Records from a collection

Start of Block

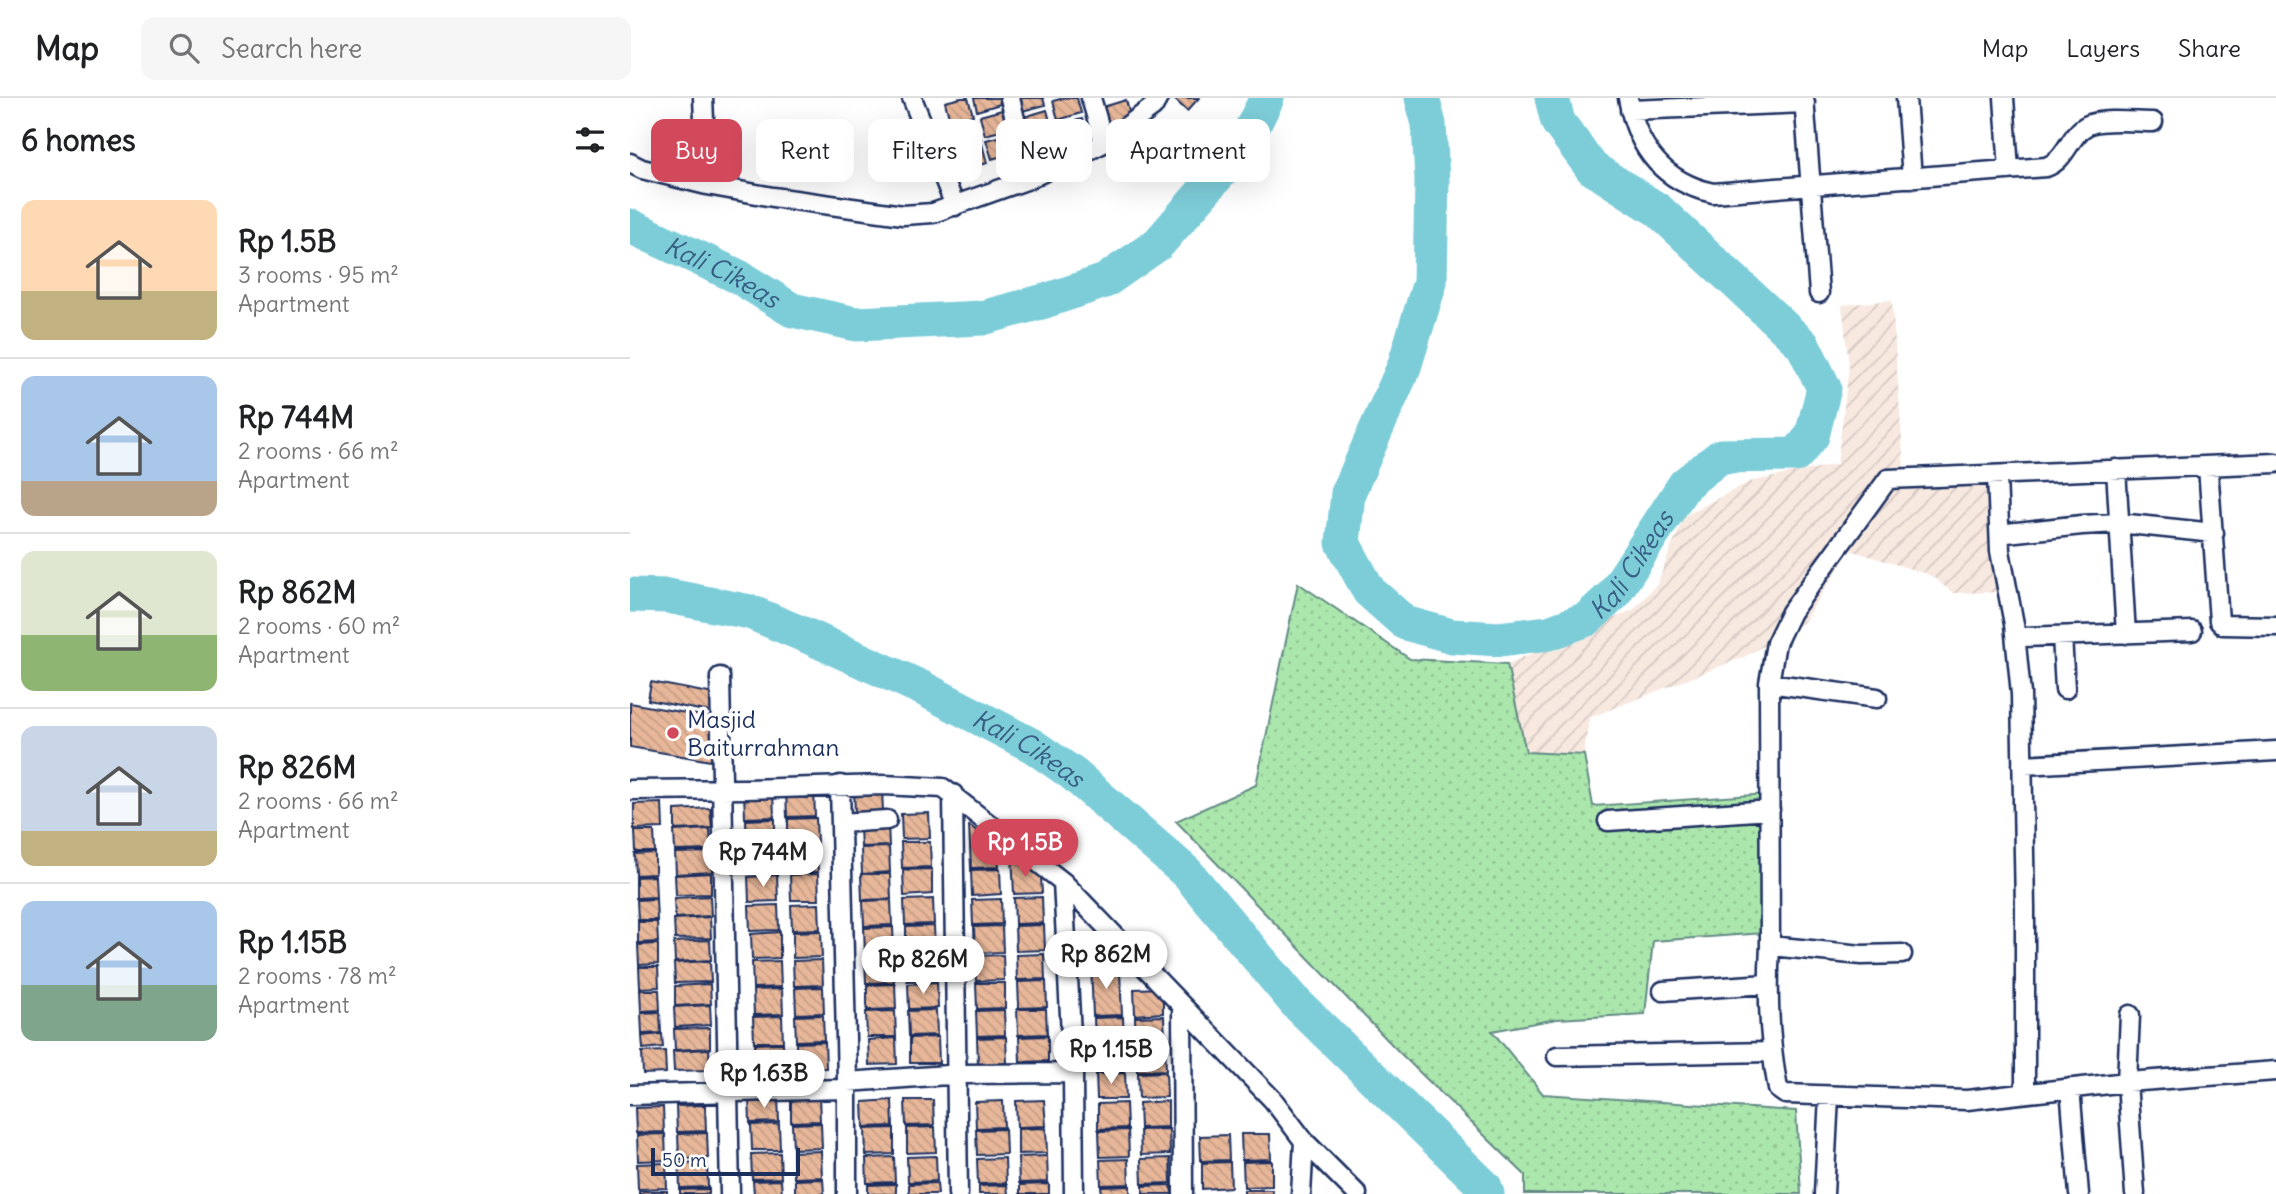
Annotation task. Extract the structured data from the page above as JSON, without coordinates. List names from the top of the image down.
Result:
{
  "water": ["Kali Cikeas"],
  "places": ["Masjid Baiturrahman"],
  "scale_bar": "50 m",
  "page": {
    "header": "Map",
    "search": "Search here",
    "nav": ["Map", "Layers", "Share"],
    "heading": "6 homes",
    "chip": [
      "Buy",
      "Rent",
      "Filters",
      "New",
      "Apartment"
    ],
    "list": [
      {
        "name": "Rp 1.5B",
        "note": "3 rooms · 95 m² · Apartment"
      },
      {
        "name": "Rp 744M",
        "note": "2 rooms · 66 m² · Apartment"
      },
      {
        "name": "Rp 862M",
        "note": "2 rooms · 60 m² · Apartment"
      },
      {
        "name": "Rp 826M",
        "note": "2 rooms · 66 m² · Apartment"
      },
      {
        "name": "Rp 1.15B",
        "note": "2 rooms · 78 m² · Apartment"
      }
    ],
    "price": [
      "Rp 1.5B",
      "Rp 744M",
      "Rp 862M",
      "Rp 826M",
      "Rp 1.15B",
      "Rp 1.63B"
    ],
    "scale": "50 m"
  }
}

End of Block

WHAT TO DO
Without the pictures, return the entries exactly as they appear.

REPLY TO THE TASK
Annotation task. Extract the structured data from the page above as JSON, without coordinates. List names from the top of the image down.
Result:
{
  "water": ["Kali Cikeas"],
  "places": ["Masjid Baiturrahman"],
  "scale_bar": "50 m",
  "page": {
    "header": "Map",
    "search": "Search here",
    "nav": ["Map", "Layers", "Share"],
    "heading": "6 homes",
    "chip": [
      "Buy",
      "Rent",
      "Filters",
      "New",
      "Apartment"
    ],
    "list": [
      {
        "name": "Rp 1.5B",
        "note": "3 rooms · 95 m² · Apartment"
      },
      {
        "name": "Rp 744M",
        "note": "2 rooms · 66 m² · Apartment"
      },
      {
        "name": "Rp 862M",
        "note": "2 rooms · 60 m² · Apartment"
      },
      {
        "name": "Rp 826M",
        "note": "2 rooms · 66 m² · Apartment"
      },
      {
        "name": "Rp 1.15B",
        "note": "2 rooms · 78 m² · Apartment"
      }
    ],
    "price": [
      "Rp 1.5B",
      "Rp 744M",
      "Rp 862M",
      "Rp 826M",
      "Rp 1.15B",
      "Rp 1.63B"
    ],
    "scale": "50 m"
  }
}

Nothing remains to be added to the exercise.